(Collection entries)

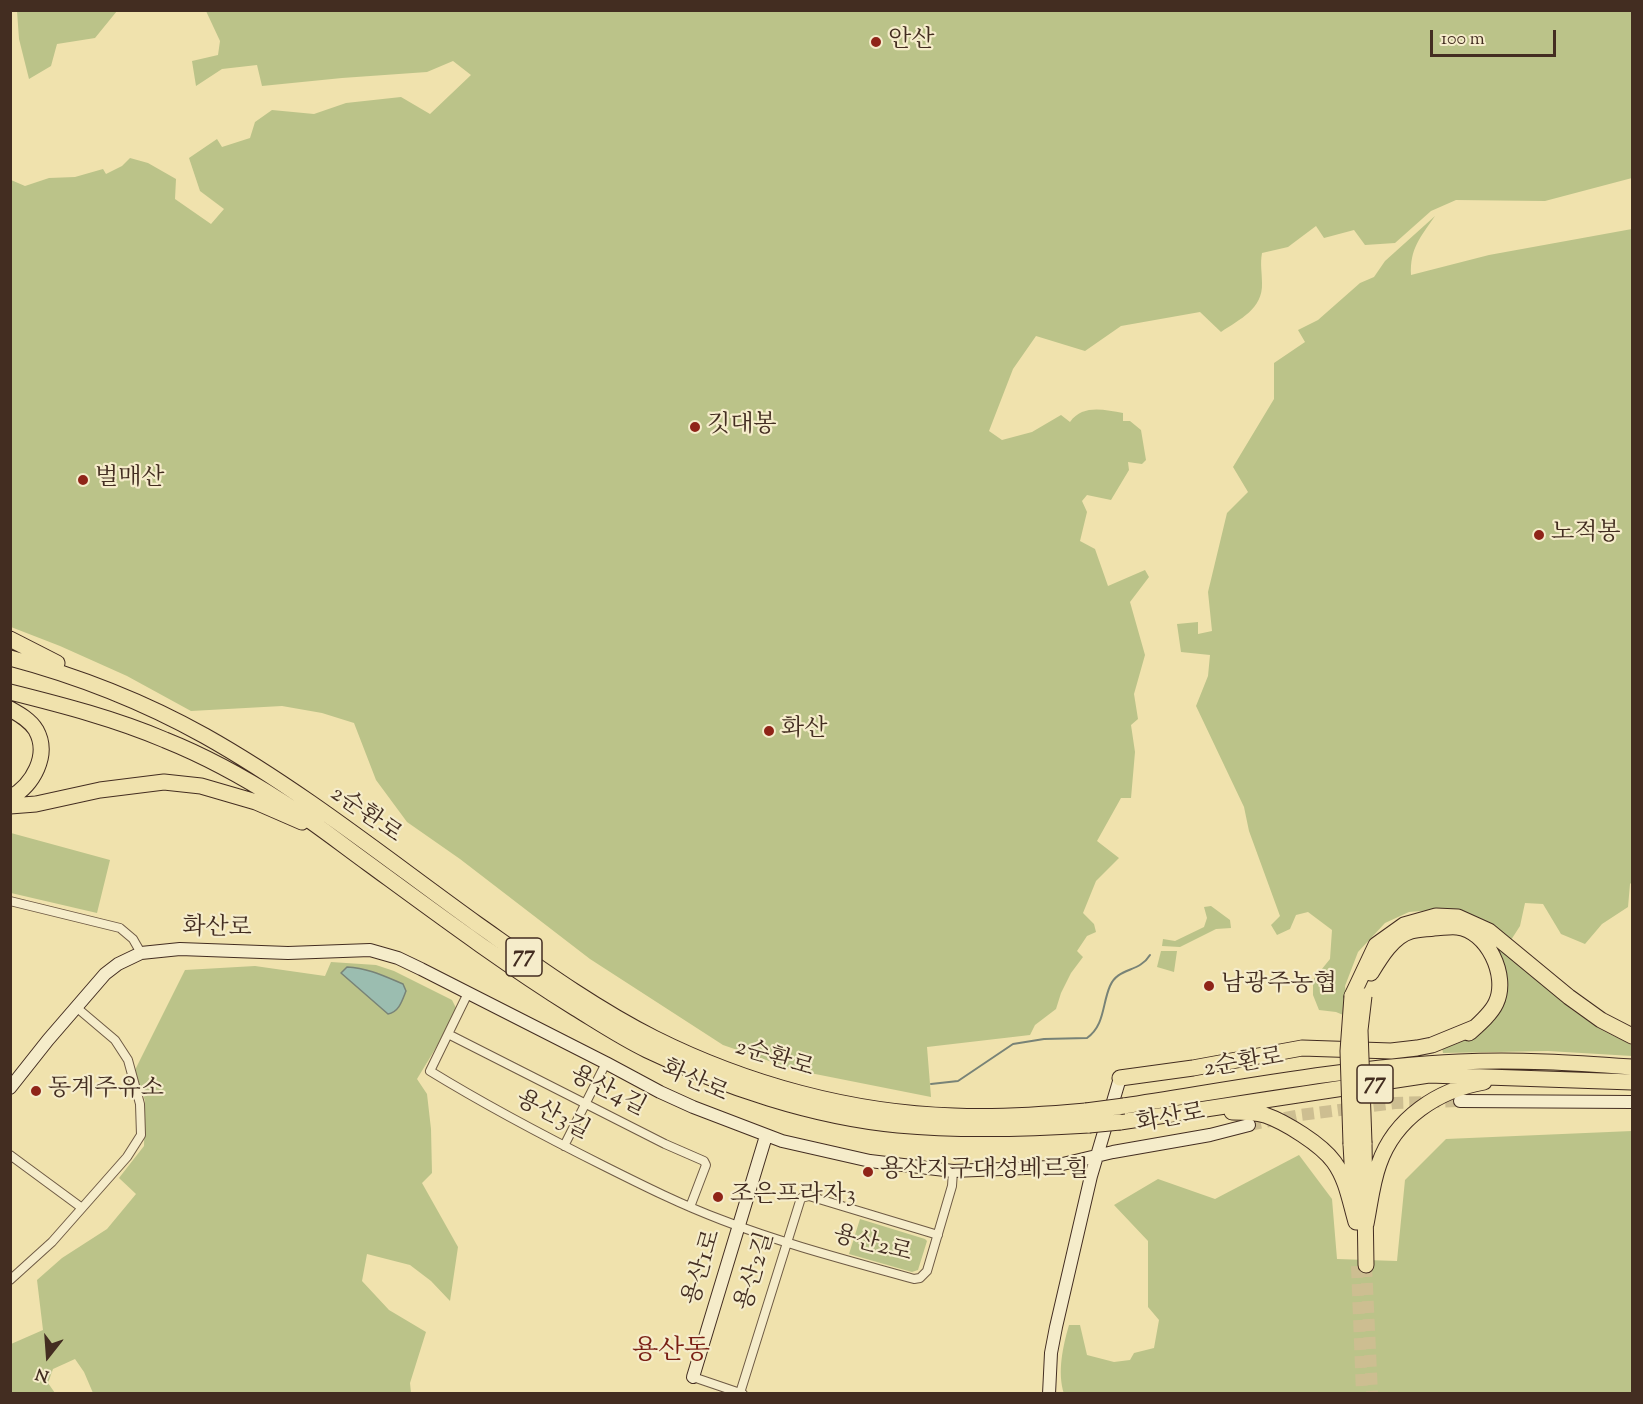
<!DOCTYPE html>
<html>
<head>
<meta charset="utf-8">
<style>
  body { margin:0 }
  #map { position:relative; width:1643px; height:1404px; overflow:hidden; background:#f0e2ad; font-family:"Sorts Mill Goudy",serif }
  canvas { display:block }
  .frame { position:absolute; inset:0; border:12px solid #432d21; pointer-events:none }
  .north { position:absolute; left:18px; top:1326px; width:60px; height:60px; -webkit-text-stroke:4px #f5ecca; paint-order:stroke; rotate:197deg; font-size:16px; font-weight:700; line-height:24px; text-align:center; color:#432d21 }
  .north::after { content:''; display:block; margin:auto; width:21px; height:27px; background:#432d21; clip-path:polygon(50% 0,100% 100%,50% 72%,0 100%) }
  .scale { position:absolute; left:1430px; top:30px; width:126px; height:27px; box-sizing:border-box; border:3px solid #432d21; border-top:0; padding-left:8px; font-size:18px; line-height:21px; white-space:nowrap; color:#432d21; -webkit-text-stroke:4px #f5ecca; paint-order:stroke }
</style>
</head>
<body>
<div id="map">
<canvas width="1643" height="1404"></canvas>
<div class="frame"></div>
<div class="north">N</div>
<div class="scale">100 m</div>
</div>
<script>
const ctx = document.querySelector('canvas').getContext('2d');
ctx.lineJoin = 'round';
function fillPath(path, color) { ctx.fillStyle = color; ctx.fill(path, 'evenodd'); }
function trace(path, color, width, dash) { ctx.strokeStyle = color; ctx.lineWidth = width; ctx.lineCap = dash ? 'butt' : 'round'; ctx.setLineDash(dash || []); ctx.stroke(path); }
function drawText(font, color, halo, rows, align = 'center') {
  ctx.font = font + ' "Sorts Mill Goudy","Noto Serif KR",serif'; ctx.lineWidth = 4.5; ctx.setLineDash([]); ctx.textBaseline = 'middle'; ctx.strokeStyle = halo; ctx.fillStyle = color; for (const [text, x, y, turn = 0] of rows) {
    ctx.save(); ctx.translate(x, y); ctx.rotate((+turn || 0) * Math.PI / 180); ctx.textAlign = isNaN(turn) ? turn : align; if (halo) ctx.strokeText(text, 0, 0); ctx.fillText(text, 0, 0); ctx.restore();
  }
}
const green = new Path2D(`
  M17,11V10L117,11L95,38L57,44L51,66L29,79L19,39Z
  M206,11H1632V178L1545,201L1456,200L1431,211L1395,243L1365,245L1354,230L1324,238L1316,226L1288,247L1262,253C1260,264 1262,272 1262,283C1263,309 1240,319 1221,332L1200,312L1121,326L1085,351L1036,336L1013,369L989,431L1002,440L1032,432L1061,415L1070,422C1083,404 1104,410 1123,413V421H1130L1141,430L1146,460L1142,464L1128,462L1129,470L1111,500L1087,495L1082,501L1087,512L1080,541L1095,549L1108,586L1145,570L1149,577L1130,602L1145,655L1134,694L1138,719L1131,725L1135,752L1131,798H1121L1097,841L1119,858L1096,881L1083,913L1094,924L1096,932L1087,936L1077,951L1083,957L1071,973L1061,993L1056,1009L1035,1025L1030,1035L927,1047L931,1097L795,1070L723,1045L590,959L460,859L407,822L376,780L354,723L322,713L282,706L191,711L127,676L60,646L11,627V180L25,186L49,178L75,177L103,169L106,174L122,166L130,158L148,163L176,179L175,199L211,224L224,209L200,191L189,158L217,139L222,147L250,138L255,122L272,110L314,114L346,103L401,97L430,114L471,75L453,61L427,72L342,78L262,86L257,65L222,69L196,86L192,61L218,55L220,41Z
  M1435,216C1420,238 1410,248 1411,275L1489,255L1632,229V882L1630,884L1628,907L1602,924L1585,944L1561,934L1543,904L1525,903L1520,926L1511,940L1444,909L1409,912L1385,923L1358,952L1345,986L1348,1017L1336,1012L1319,1010L1313,995V980L1330,959L1332,930L1308,912L1296,915L1290,929L1277,935L1271,925L1280,916L1249,831L1244,807L1196,706L1208,676L1210,655L1181,652L1177,624L1198,622V634L1212,631L1208,592L1227,513L1248,492L1233,467L1274,399V363L1305,342L1298,330L1318,320L1360,283L1374,277L1385,261Z
  M11,833L110,860L97,913L11,893Z
  M1211,906L1230,920L1231,928L1216,929L1180,947L1162,946L1163,939L1175,941L1204,927L1207,918L1204,907Z
  M1495,940L1571,1009L1602,1030L1632,1045V1056L1548,1051L1443,1053L1442,1048C1474,1040 1482,1030 1500,1004L1487,941Z
  M1161,951H1177L1174,972L1157,967Z
  M331,962L376,965L394,971L452,1000L456,1008L440,1041L417,1079L427,1094L431,1129L432,1173L422,1183L458,1247L450,1301L431,1281L410,1265L367,1254L362,1281L389,1310L426,1332L410,1383L411,1393H93L84,1372L75,1359L53,1369L48,1383L55,1393L11,1394V1344L43,1330L37,1280L62,1258L107,1229L136,1194L119,1178L144,1146L145,1101L135,1070L185,970L255,966L325,976Z
  M1632,1131V1393L1064,1394C1057,1372 1063,1346 1069,1325H1080L1087,1355L1114,1362L1130,1360L1134,1353L1154,1348L1159,1320L1148,1307V1241L1114,1205L1158,1179L1215,1199L1299,1155L1332,1199L1337,1259L1397,1261L1405,1180L1446,1139Z
  M860,1219L925,1239L927,1241L918,1270L912,1272L849,1254Z`);
const water = new Path2D(`
  M347,967C368,968 384,976 403,984L406,991C402,1001 399,1012 388,1014L341,973Z`);
const stream = new Path2D(`
  M931,1084L958,1081L1013,1044L1044,1039L1087,1038C1105,1025 1102,1004 1110,986C1118,967 1139,973 1150,955`);
const secondaryTunnel = new Path2D(`
  M1249,1125L1300,1115L1395,1103L1460,1101
  M1366,1265L1372,1394
  M1357,1266L1362,1394`);
const street = new Path2D(`
  M10,901L120,928L133,939L141,953
  M468,993L430,1071C487,1106 546,1137 606,1167C644,1186 682,1205 722,1220C784,1244 850,1261 914,1279L920,1278L927,1271L952,1186L953,1171
  M448,1034L665,1144L704,1161L706,1165L690,1207
  M564,1146L606,1063
  M10,1155L82,1208
  M10,1280L52,1242L127,1157L141,1135L140,1104L128,1060L115,1040L76,1007
  M693,1377L743,1394
  M740,1393L801,1198L809,1196L938,1235`);
const secondary = new Path2D(`
  M10,1088L48,1040L105,974L118,964L141,953L180,949L288,953L370,950L398,958L421,969L606,1063L660,1092L693,1107L782,1141L870,1161L953,1171L1050,1167L1113,1152L1210,1135L1249,1125
  M1460,1101L1632,1102
  M693,1377L766,1136
  M1049,1394L1051,1353L1056,1327L1091,1176L1120,1078`);
const highway = new Path2D(`
  M10,639L57,663
  M10,658C78,676 144,702 205,736C301,790 388,860 477,924C534,964 591,1006 654,1038C746,1084 851,1113 954,1116C998,1118 1042,1115 1086,1111
  M10,692C62,705 116,719 165,740C205,756 245,778 281,801C311,820 340,843 369,864C436,913 503,963 575,1008C598,1022 622,1038 647,1050C724,1087 813,1117 898,1125C962,1131 1026,1129 1089,1125
  M10,709C19,714 30,720 36,730C50,755 33,785 10,798
  M10,806L36,804L100,790L164,782L201,786L256,802L302,822
  M1371,973C1380,958 1393,936 1411,931C1418,929 1427,929 1434,928C1441,928 1450,926 1457,927C1487,930 1509,976 1496,1003C1491,1014 1478,1025 1469,1033
  M1352,996L1376,945L1404,925L1436,916L1458,917L1489,931L1569,997L1601,1020L1632,1036
  M1120,1078L1193,1068L1302,1048L1391,1051L1417,1048L1432,1045L1476,1027
  M1124,1106C1235,1089 1347,1067 1459,1062C1517,1059 1575,1063 1632,1067
  M1232,1112C1243,1112 1255,1112 1265,1115C1285,1122 1321,1144 1334,1162C1347,1180 1350,1202 1356,1222
  M1120,1122L1429,1075L1632,1082
  M1364,1143L1366,1265
  M1351,1144L1354,1198
  M1366,1224C1370,1204 1372,1183 1379,1164C1395,1118 1438,1090 1484,1082`);
const highwayBridge = new Path2D(`
  M1364,996L1360,1030L1364,1143
  M1086,1111L1124,1106
  M1089,1125L1120,1122
  M1351,1144L1348,1051L1352,996`);
const markers = [
  [876,42,6,"#8f2418"],
  [695,427,6,"#8f2418"],
  [83,480,6,"#8f2418"],
  [1539,535,6,"#8f2418"],
  [769,731,6,"#8f2418"],
  [1209,986,6,"#8f2418"],
  [36,1091,6,"#8f2418"],
  [868,1172,6,"#8f2418"],
  [718,1197,6,"#8f2418"]
];
const shields = [
  [524,957,36],
  [1375,1084,36]
];
const shieldNames = [
  ["77",524,957],
  ["77",1375,1084]
];
const poiNames = [
  ["안산",888,42],
  ["깃대봉",707,427],
  ["벌매산",95,480],
  ["노적봉",1551,535],
  ["화산",781,731],
  ["남광주농협",1221,986],
  ["동계주유소",48,1091],
  ["용산지구대성베르힐",880,1172],
  ["조은프라자3",730,1197]
];
const streetNames = [
  ["2순환로",365,816,35],
  ["화산로",217,930,1],
  ["2순환로",774,1060,17],
  ["2순환로",1244,1065,-9],
  ["화산로",694,1083,24],
  ["용산4길",607,1093,27],
  ["용산3길",552,1117,27],
  ["화산로",1171,1120,-10],
  ["용산2로",872,1246,15],
  ["용산1로",704,1268,-73],
  ["용산2길",757,1272,-73]
];
const quarterNames = [
  ["용산동",671,1353]
];
fillPath(green, '#bbc389');
fillPath(water, '#9bbdb0');
trace(water, '#788377', 1.5);
trace(stream, '#788377', 2);
trace(secondaryTunnel, '#cdbe91', 12, [12, 6]);
trace(street, '#6e5a44', 10);
trace(secondary, '#432d21', 14);
trace(highway, '#432d21', 17);
trace(street, '#f5ecca', 8);
trace(secondary, '#f5ecca', 12);
trace(highway, '#f0e2ad', 15);
trace(highwayBridge, '#432d21', 17, []);
trace(highwayBridge, '#f0e2ad', 15);
for (const [x, y, r, color] of markers) { const dot = new Path2D(); dot.arc(x, y, r, 0, 2 * Math.PI); ctx.fillStyle = color; ctx.fill(dot); trace(dot, '#f5ecca', 2); }
for (const [x, y, w] of shields) { const box = new Path2D(); box.roundRect(x - w / 2, y - 19, w, 38, 4.5); ctx.fillStyle = '#f5ecca'; ctx.fill(box); trace(box, '#432d21', 1.5); }
drawText('bold 22px', '#432d21', null, shieldNames);
drawText('24px', '#432d21', '#f5ecca', poiNames, 'left');
drawText('24px', '#432d21', '#f5ecca', streetNames);
drawText('27px', '#7a1f14', '#f5ecca', quarterNames);
</script>
</body>
</html>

The task:
With "quarterNames" as the string to match, show every line of the entries above that has it.

Written reply:
const quarterNames = [
drawText('27px', '#7a1f14', '#f5ecca', quarterNames);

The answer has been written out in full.